The EnAlgae Project


Green fuel for the future

The challenge

As fossil fuel resources continue to decline around the globe, it is vital that new sources of fuel are identified and developed. In North-West Europe, the climate is propitious for the growth of algae.

One of the benefits of algae is that its carbon footprint is neutral because of how the photosynthesis process transforms CO2. Algae is hardly produced in the region, but it could prove to be of very interesting economic value. What is needed is to identify the most appropriate growing and transformation practices, and to be able to capitalise on this resource in the future.

The project in brief

In response to this development, the project EnAlgae brought together 19 partners and 14 observers from 7 European countries, whose common goal was to reduce CO2 emissions and fossil fuel dependence in the region using micro and macro-algae. Their goals were threefold:

  • Develop a network of pilots and demonstration sites, and identify strategic factors for optimising algae cultivation.
  • Undertake a feasibility analysis to determine if algae can be of added value to North-West Europe.
  • Identify the political, economic, social and technological opportunities and barriers for producing energy from algae.

Academic, business and research centres worked to grow, harvest, and process algae, in order to turn it into biomass and bio fuels. Together, they contributed key research, best practices, and new results in viable algal technologies. This in turn created essential networks, supported the algae sector in Europe, and contributed to creating a viable marketplace for this important resource.

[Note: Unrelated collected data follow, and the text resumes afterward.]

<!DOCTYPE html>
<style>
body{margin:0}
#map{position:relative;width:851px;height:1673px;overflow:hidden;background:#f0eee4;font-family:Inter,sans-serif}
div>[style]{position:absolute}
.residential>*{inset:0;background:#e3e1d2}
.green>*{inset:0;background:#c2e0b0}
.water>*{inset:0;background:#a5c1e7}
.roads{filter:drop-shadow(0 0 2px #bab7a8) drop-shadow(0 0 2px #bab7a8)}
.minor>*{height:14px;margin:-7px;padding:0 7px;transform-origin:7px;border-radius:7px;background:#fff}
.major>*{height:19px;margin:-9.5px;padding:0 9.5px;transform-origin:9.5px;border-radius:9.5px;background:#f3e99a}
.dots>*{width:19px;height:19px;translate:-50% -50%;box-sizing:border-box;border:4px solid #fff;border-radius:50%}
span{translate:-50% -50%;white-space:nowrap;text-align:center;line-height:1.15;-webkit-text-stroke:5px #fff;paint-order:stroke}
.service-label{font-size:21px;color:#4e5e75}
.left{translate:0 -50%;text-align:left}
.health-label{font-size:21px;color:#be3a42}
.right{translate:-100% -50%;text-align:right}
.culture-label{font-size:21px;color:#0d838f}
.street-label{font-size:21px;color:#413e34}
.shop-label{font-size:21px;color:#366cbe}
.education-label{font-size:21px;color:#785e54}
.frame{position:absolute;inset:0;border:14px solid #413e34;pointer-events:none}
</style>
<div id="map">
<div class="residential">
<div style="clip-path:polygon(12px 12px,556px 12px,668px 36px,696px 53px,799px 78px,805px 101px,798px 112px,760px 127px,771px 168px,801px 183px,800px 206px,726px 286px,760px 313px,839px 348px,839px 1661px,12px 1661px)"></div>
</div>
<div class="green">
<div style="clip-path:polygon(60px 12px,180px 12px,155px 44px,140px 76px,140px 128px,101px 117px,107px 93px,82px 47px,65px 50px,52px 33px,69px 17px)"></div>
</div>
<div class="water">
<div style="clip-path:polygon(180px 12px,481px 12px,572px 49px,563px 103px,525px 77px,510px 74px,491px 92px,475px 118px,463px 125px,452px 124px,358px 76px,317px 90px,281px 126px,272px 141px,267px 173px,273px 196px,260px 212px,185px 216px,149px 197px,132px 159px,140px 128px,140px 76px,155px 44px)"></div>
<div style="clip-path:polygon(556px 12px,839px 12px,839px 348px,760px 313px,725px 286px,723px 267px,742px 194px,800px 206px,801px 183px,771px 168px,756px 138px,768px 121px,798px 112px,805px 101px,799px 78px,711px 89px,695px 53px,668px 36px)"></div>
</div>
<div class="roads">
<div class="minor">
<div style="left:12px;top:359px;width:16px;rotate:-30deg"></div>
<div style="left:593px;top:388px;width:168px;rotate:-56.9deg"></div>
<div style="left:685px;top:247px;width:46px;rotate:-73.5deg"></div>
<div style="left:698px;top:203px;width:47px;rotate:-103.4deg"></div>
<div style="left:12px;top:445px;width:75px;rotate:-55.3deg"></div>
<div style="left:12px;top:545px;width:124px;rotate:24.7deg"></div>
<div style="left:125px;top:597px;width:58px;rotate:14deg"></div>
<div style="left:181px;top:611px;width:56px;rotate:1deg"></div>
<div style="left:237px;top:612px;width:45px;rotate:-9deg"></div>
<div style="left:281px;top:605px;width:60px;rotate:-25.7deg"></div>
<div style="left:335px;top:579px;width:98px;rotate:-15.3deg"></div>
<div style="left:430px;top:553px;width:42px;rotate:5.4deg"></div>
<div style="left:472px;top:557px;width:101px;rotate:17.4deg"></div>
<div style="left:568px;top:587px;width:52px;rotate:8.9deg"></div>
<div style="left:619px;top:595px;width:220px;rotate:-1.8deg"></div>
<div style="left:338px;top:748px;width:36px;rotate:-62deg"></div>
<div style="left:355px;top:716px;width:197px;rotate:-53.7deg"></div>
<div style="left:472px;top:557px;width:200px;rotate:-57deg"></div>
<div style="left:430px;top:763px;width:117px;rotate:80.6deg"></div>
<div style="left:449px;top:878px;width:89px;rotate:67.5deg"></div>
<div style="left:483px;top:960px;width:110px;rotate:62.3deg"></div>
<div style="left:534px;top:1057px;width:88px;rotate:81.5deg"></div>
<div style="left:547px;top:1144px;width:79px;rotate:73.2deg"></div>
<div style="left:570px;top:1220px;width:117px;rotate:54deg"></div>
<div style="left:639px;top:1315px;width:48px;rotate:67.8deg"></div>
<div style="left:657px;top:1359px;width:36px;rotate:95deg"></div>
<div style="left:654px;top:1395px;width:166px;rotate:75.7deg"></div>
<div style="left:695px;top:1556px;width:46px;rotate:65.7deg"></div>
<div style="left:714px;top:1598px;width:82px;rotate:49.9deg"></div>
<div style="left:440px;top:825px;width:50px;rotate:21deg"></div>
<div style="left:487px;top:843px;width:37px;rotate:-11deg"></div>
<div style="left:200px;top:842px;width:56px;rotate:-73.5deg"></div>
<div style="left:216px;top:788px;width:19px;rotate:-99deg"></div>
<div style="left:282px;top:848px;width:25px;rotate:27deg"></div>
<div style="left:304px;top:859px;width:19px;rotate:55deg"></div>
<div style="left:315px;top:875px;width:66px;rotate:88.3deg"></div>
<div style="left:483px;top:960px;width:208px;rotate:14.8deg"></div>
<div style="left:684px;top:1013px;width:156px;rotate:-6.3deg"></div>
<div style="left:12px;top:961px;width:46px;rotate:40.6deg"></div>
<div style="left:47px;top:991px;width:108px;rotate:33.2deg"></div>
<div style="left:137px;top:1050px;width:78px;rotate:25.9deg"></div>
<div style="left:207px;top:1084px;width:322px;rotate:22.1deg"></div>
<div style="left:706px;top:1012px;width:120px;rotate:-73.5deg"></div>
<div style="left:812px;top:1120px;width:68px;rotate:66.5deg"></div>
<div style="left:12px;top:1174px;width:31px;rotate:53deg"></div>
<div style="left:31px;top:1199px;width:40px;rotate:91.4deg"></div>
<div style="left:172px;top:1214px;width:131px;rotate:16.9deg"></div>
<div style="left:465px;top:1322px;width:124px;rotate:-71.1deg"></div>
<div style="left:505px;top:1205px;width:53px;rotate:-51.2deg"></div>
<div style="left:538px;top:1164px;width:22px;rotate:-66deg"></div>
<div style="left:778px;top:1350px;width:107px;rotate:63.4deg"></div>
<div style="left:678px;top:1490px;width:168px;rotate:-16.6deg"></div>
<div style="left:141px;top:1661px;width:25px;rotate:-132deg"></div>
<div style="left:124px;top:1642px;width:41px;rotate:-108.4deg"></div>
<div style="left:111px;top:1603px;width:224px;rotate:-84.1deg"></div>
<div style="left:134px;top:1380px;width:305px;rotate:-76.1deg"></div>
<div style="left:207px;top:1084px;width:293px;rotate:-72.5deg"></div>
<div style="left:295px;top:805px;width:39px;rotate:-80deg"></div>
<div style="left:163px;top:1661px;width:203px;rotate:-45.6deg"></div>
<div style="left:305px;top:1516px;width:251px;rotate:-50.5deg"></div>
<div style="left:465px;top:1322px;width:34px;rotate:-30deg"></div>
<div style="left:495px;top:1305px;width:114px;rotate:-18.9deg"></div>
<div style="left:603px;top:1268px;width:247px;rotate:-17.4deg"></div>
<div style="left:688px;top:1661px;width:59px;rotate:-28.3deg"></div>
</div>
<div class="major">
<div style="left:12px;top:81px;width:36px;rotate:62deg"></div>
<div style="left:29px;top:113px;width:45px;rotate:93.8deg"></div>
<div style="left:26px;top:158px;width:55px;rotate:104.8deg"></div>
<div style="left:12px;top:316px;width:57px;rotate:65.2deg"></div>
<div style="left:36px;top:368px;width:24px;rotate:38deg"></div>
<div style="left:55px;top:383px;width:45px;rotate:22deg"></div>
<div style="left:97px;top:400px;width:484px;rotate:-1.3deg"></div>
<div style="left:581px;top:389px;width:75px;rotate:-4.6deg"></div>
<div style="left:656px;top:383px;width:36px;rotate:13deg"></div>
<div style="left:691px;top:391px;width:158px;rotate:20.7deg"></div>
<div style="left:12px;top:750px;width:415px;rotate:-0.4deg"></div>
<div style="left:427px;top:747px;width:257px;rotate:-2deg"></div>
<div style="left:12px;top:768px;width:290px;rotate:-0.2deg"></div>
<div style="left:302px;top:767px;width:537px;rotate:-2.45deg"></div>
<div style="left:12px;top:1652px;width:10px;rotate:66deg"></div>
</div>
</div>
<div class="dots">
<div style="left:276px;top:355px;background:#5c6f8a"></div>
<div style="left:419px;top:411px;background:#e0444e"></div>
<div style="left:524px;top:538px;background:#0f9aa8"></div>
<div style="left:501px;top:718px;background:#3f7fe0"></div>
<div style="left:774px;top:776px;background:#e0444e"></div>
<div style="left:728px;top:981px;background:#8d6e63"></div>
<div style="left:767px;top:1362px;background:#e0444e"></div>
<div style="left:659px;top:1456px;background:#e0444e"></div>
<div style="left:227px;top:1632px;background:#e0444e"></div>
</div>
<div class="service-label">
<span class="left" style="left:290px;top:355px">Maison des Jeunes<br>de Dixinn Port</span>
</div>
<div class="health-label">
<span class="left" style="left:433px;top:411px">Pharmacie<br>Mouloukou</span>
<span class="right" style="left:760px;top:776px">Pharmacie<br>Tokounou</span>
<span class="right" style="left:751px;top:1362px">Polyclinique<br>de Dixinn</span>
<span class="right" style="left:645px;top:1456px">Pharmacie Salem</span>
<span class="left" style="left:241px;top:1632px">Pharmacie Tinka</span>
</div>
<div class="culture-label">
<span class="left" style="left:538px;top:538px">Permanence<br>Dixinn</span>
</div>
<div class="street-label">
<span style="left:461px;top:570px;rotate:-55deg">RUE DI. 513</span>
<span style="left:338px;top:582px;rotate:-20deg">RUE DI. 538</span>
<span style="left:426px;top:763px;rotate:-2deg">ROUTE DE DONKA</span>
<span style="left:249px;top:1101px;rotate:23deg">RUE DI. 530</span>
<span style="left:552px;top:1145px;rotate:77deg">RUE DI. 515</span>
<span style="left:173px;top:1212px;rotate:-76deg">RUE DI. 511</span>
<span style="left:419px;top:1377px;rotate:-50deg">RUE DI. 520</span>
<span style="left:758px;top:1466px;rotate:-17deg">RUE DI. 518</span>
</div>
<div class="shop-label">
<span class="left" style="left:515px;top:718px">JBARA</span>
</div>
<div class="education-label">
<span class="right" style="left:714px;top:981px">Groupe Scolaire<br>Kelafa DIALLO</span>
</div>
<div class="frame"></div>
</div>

The Swansea University pilot has provided opportunities to facilitate algal R&D into the future.

Dr. Alla Silkina, 'Report Card 2015'

The impact

One of the biggest successes for the EnAlgae project was the development of an integrated network of algal pilot plants across North West Europe. By combining resources and expertise, this project made the algal bioenergy research fields more coordinated, resulting in increased standardisation and a building block towards creating a viable marketplace.

For example, information from the network of pilot and demonstration sites is now used to understand the technological requirements and the economic and environmental aspects of growing algal biomass and converting it to bioenergy in the region. To continue this increase of capacity, they also developed the Algal Information network (AIN), which has remained in place past the completion of the EnAlgae project and supports current micro and macro-algal research.

Additionally, after identifying economic opportunities for producing energy from algae, 3 microalgae business economic models were developed, making it easier for future pilots to be launched, and increasing the resources available for new facilities.

 

3

Number of microalgae business economic models that were developed

6

Microalgal pilot plants facilities that established SOPs (standard operation procedures)

Major legacy products of EnAlgae will do much to further the continued expansion of European algal industries.